Tout comme observer les lunettes de soleil [11] de quelqu'un.e qui se trouve devant soi, à la recherche du regard qui s'entremêle au sien, Basile Ghosn défait la perception dans une superposition d'espaces physiques et imaginaires hantés par des figures fugaces enchâssées sous un halo de soleil.
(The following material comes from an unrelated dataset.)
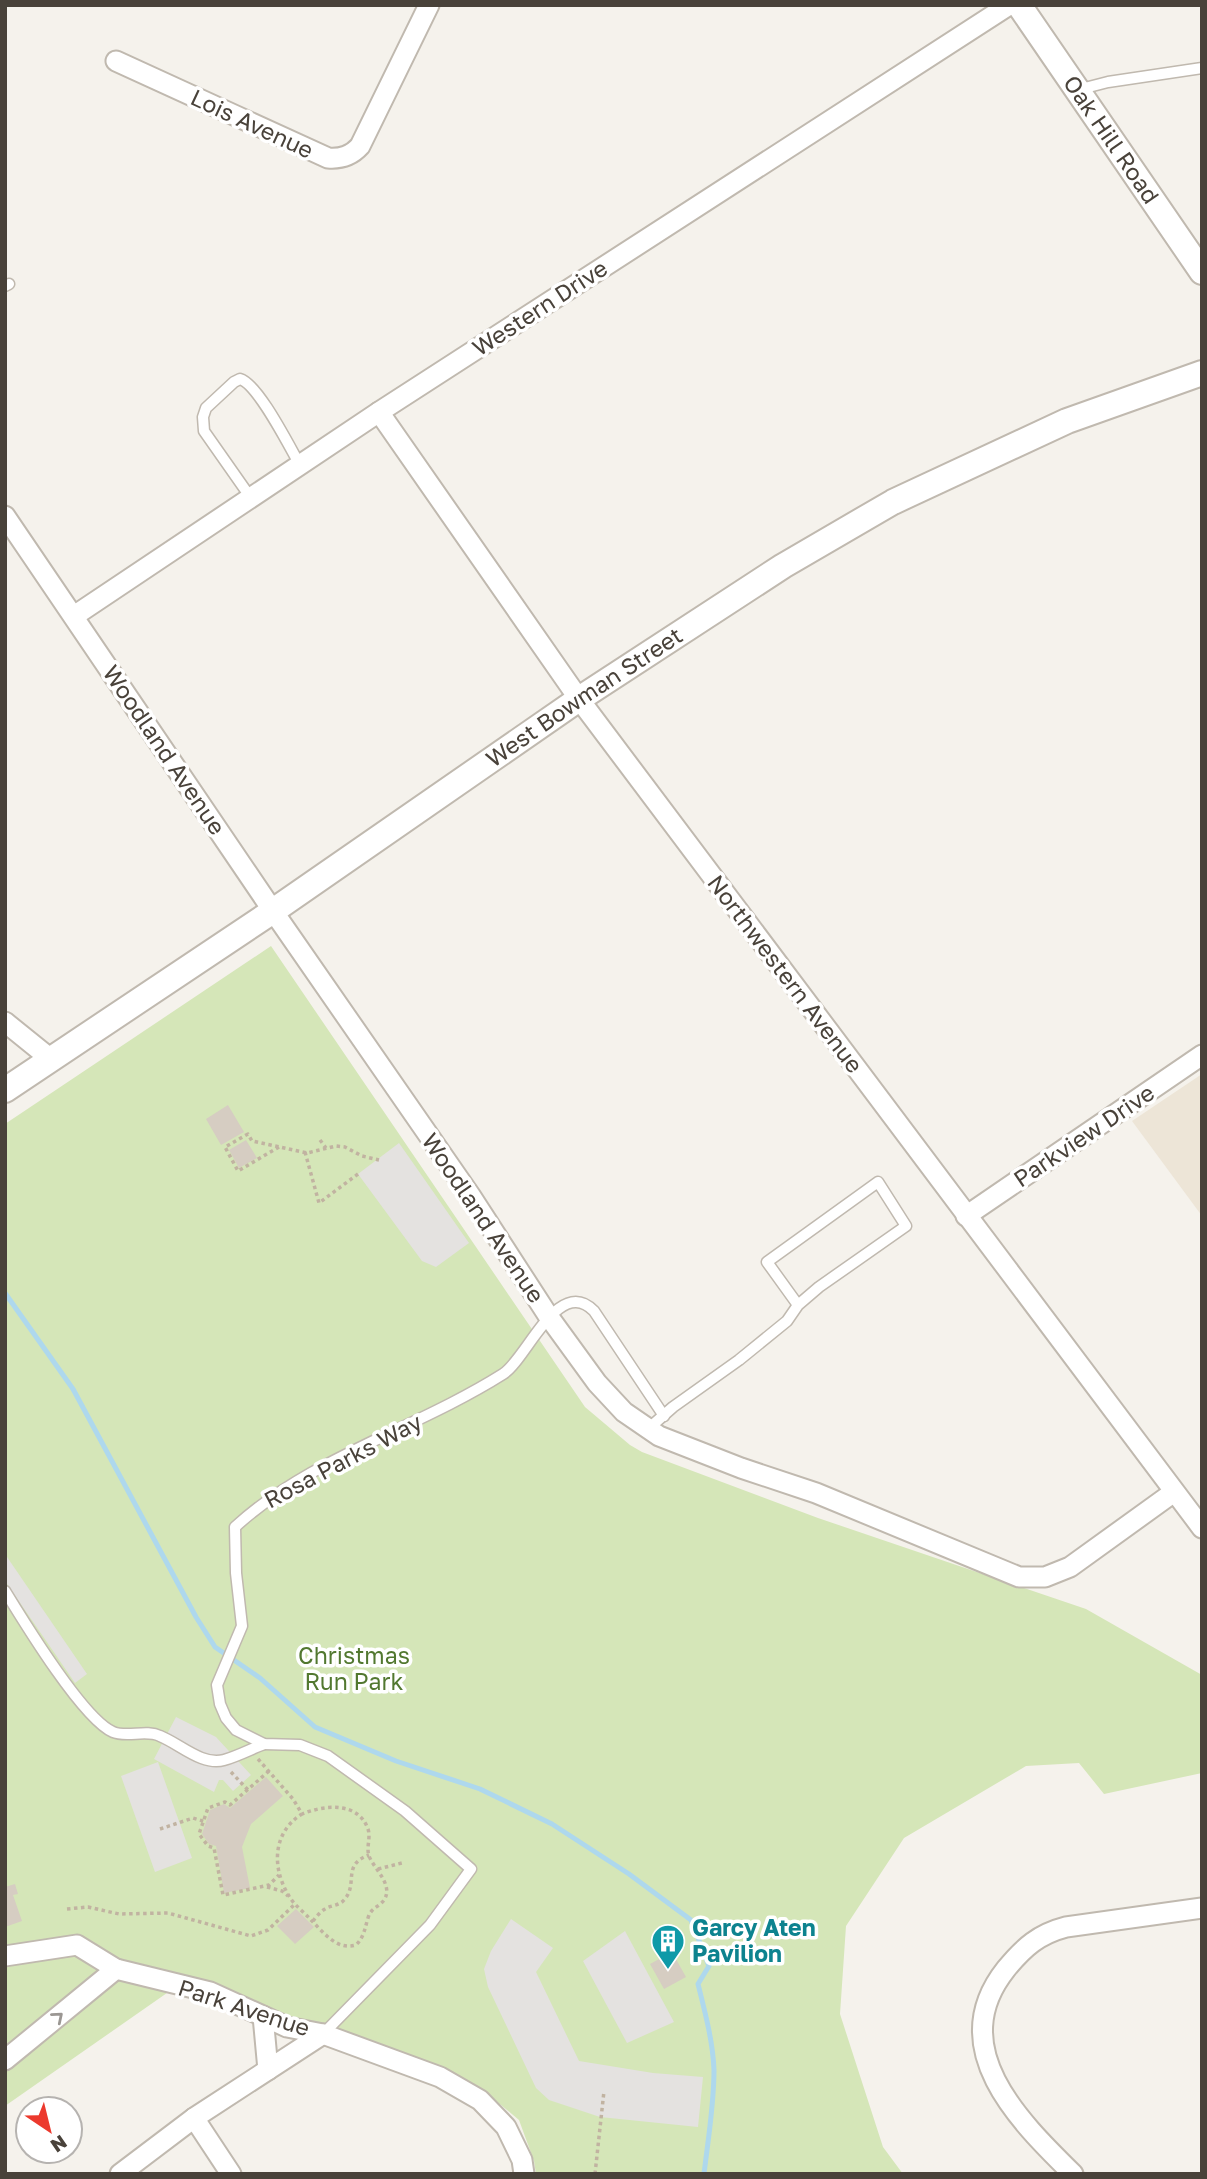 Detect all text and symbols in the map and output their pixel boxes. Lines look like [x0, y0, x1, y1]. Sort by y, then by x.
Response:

1. « Lunettes de soleil » en italien. Emprunté à deux chansons du même titre : une du groupe français Balladur (https://www.youtube.com/watch?v=V-jE3rZ0DpA) et l’autre de Jonathan & Michelle (https://www.youtube.com/watch?v=-0dlEchvhYs)
2. Jean Jacques Schuhl, Rose poussière, Gallimard, 1972, quatrième de couverture.
3. Voir Beatriz Colomina, X-Ray Architecture, 2019.
4. Traduit de l’anglais : « Afflict the comfortable, comfort the afflicted ».
5. Schuhl, Rose poussière, p. 128.
6. Robert Smithson, “The Monuments of Passaic,” Artforum, December 1967, p. 50.
7. Paroles de la chanson Occhiali da sole traduit de l’italien de Jonathan & Michelle « Se togli il colore la vita è un orrore ».
8. Schuhl, Rose poussière, p. 67.
9. Beatriz Colomina, “The Split Wall: Domestic Voyeurism,” in Sexuality & Space, ed. B. Colomina, Princeton Architectural Press, 1997, p. 80.
10. Ibid.
11. Un clin d’oeil à « A place in the sun » (une place au soleil) titre de l'exposition personnelle de l'artiste en 2018 organisée chez Gérald Moreau à Marseille par Sans Titre (2016).

ENGLISH

Basile Ghosn : Occhiali da sole [1]

“From left to right, as in a photograph, pieces of celebrities to use in the making of one nameless, interchangeable [figure]– or three billion such [figures]– like a photomontage. From head to toe, this synthetic and interchangeable [figure] bears the signs of the times: tinted glasses, electrical wires, boots, rouges, scarves, songs, outmoded or misappropriated accessories, and above all [its] electronic, industrial death with [its] makeup, [its] outfit, [its] sweetness, [its] nondescript precision…[2]”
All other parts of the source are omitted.